Our goal is to bridge this divide by being a voluntary faith community whose mission is to engage and interact with the local community, or parish, through both individual and corporate ministry. Our location, in this sense, will be twofold: our first location is the neighborhood in which our house church gathers, but our second locations become the places in which the individual members of our congregation spend their lives throughout the rest of the week–in the workplaces, schools, families, and other everyday contexts in which we challenge ourselves to see our role as ministers of Christ.
The location of our weekly gatherings is in an apartment complex near the University, which is located in a neighborhood that includes people of all ages and walks of life. Although the majority of residents is Caucasian, there are also several African-Americans in our community, including one couple that is an integral part of our congregation.

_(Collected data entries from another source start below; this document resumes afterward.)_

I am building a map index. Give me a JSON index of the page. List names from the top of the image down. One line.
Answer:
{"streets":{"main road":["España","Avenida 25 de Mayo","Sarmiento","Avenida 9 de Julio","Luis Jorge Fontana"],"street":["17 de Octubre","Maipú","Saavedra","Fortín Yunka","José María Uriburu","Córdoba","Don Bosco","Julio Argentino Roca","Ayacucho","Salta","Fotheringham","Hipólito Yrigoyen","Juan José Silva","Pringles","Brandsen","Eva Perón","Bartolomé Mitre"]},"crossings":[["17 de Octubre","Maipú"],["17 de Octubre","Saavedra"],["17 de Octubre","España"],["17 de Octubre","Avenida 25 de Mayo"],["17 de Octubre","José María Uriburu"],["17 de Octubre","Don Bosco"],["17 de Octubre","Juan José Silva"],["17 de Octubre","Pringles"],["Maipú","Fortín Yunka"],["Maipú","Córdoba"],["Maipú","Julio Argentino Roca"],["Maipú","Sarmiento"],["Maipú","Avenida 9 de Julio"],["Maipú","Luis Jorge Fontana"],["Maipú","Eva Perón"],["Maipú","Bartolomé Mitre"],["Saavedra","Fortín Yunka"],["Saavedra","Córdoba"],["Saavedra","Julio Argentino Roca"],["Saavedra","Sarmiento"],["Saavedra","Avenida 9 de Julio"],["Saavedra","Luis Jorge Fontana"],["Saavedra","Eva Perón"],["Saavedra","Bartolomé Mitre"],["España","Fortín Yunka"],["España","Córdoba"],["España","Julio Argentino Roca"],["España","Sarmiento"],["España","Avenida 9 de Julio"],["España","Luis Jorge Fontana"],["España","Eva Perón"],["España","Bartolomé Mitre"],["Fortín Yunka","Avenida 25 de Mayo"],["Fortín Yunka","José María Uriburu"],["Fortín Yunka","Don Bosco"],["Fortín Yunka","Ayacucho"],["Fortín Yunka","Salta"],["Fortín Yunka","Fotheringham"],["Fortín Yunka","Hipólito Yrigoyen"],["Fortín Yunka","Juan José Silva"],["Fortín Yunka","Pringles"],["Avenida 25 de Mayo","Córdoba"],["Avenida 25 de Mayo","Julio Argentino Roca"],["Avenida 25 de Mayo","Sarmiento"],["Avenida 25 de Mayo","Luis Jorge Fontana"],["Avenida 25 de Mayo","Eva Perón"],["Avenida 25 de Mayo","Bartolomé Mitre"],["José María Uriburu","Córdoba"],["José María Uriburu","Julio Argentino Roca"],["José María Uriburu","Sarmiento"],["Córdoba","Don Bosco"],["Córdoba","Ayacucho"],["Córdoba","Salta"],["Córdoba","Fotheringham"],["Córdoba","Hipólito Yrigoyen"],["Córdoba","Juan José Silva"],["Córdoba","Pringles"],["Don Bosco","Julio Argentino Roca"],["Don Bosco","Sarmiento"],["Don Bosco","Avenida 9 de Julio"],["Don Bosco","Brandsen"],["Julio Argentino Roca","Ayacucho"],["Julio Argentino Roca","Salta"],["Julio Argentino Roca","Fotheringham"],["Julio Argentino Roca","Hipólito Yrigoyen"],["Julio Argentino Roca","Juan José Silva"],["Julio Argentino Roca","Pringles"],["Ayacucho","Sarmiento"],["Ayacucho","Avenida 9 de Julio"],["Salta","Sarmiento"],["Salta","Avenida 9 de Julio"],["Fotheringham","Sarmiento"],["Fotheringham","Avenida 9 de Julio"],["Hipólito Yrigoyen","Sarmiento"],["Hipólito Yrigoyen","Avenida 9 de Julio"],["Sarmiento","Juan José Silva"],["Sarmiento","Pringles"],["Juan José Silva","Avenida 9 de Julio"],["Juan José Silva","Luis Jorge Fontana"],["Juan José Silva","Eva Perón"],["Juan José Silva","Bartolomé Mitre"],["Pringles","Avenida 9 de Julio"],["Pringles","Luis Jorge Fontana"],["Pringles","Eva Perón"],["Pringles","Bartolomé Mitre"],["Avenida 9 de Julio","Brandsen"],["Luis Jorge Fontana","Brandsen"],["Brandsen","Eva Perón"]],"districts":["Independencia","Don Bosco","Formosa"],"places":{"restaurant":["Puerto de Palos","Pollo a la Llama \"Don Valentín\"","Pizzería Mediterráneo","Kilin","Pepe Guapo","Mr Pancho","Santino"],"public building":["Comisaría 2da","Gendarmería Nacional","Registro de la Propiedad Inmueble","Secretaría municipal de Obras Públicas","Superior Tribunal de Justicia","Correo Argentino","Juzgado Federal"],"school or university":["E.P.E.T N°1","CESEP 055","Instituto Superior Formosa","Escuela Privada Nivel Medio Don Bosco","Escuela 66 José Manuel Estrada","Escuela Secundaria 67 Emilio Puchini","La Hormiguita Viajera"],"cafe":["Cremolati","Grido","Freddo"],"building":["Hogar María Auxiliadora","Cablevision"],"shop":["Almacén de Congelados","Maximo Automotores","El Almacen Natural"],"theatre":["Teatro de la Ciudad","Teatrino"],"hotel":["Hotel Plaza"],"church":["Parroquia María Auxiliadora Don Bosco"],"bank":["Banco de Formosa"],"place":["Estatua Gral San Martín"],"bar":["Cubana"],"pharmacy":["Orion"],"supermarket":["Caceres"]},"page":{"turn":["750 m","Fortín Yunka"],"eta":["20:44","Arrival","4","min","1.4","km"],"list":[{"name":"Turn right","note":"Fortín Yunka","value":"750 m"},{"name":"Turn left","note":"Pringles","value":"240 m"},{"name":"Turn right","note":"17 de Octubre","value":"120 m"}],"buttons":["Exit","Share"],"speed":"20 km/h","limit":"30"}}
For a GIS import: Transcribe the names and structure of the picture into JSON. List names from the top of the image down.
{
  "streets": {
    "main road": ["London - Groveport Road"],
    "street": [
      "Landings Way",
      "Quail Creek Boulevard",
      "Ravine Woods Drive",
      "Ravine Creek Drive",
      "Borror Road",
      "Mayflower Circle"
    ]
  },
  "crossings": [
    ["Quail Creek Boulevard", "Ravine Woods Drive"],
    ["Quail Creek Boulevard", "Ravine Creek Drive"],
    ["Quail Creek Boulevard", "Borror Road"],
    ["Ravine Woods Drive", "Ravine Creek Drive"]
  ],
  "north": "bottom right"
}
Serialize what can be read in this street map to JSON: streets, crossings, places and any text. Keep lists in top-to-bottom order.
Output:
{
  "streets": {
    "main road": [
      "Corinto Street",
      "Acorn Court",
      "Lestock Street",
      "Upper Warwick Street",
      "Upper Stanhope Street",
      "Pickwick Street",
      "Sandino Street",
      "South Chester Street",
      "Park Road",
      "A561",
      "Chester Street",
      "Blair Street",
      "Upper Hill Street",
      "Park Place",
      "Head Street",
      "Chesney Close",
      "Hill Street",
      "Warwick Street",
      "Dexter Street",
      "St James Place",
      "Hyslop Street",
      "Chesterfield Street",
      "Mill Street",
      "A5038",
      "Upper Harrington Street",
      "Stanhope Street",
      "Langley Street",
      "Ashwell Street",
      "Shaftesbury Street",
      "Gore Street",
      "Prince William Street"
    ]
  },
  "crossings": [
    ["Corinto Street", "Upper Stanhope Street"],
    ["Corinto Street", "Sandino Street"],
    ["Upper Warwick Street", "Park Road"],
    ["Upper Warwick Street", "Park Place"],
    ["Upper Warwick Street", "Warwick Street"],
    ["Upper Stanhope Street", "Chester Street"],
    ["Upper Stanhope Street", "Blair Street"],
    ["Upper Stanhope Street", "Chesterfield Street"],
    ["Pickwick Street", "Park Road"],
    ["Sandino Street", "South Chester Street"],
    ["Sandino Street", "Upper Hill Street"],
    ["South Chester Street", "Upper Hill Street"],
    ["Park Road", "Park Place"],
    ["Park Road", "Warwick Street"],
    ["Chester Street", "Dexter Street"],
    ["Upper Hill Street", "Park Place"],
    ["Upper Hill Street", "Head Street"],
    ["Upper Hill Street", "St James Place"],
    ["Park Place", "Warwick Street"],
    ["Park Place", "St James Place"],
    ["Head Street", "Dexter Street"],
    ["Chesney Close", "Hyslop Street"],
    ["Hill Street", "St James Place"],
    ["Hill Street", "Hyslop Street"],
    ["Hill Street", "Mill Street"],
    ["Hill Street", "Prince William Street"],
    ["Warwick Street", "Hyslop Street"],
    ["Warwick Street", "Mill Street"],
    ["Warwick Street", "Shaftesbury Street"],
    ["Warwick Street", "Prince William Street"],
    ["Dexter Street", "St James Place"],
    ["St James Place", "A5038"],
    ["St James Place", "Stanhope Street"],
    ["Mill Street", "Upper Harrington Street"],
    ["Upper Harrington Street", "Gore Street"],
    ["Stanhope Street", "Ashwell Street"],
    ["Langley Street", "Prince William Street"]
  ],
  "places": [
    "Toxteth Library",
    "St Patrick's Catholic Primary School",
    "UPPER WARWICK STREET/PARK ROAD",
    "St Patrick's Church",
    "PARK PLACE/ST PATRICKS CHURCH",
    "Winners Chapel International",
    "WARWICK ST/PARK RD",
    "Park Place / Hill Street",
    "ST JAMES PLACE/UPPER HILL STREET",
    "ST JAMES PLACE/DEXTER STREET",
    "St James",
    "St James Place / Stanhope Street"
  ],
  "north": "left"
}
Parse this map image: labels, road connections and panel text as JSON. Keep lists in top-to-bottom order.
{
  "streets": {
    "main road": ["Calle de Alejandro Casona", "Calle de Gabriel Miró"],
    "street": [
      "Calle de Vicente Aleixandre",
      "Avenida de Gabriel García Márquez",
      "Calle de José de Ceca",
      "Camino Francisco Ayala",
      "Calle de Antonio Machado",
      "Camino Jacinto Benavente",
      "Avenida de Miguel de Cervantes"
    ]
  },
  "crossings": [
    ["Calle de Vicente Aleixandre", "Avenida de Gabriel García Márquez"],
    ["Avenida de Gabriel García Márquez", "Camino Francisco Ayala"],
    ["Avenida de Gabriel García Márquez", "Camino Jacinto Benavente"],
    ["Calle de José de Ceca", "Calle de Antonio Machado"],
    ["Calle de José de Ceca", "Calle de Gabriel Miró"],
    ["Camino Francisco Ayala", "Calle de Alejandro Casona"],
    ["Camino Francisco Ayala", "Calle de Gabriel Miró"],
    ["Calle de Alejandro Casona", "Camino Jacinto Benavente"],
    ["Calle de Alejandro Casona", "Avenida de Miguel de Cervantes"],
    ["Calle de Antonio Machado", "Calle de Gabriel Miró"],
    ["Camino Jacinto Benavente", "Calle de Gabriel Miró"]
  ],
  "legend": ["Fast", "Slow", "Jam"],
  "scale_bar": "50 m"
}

Strengths Conducive to Diversity
The importance of elements of African-American culture for our congregation, such as spoken word poetry, hip-hop music and spirituals, help our community to be effective in embracing and integrating cultural and ethnic diversity. Our commitment to the importance of creative expression through the arts (visual, musical, and linguistic) creates an open and integrating forum in which diverse perspectives and cultural traditions can be combined and appropriated into our community’s identity. Another strength is that the leaders in our community are all actively engaged in and committed to strengthening relationships with people from different races, ethnicities and nationalities. With our diversity constituted in terms of relationships and social networks, we are well equipped to provide a harmonious and friendly multicultural environment.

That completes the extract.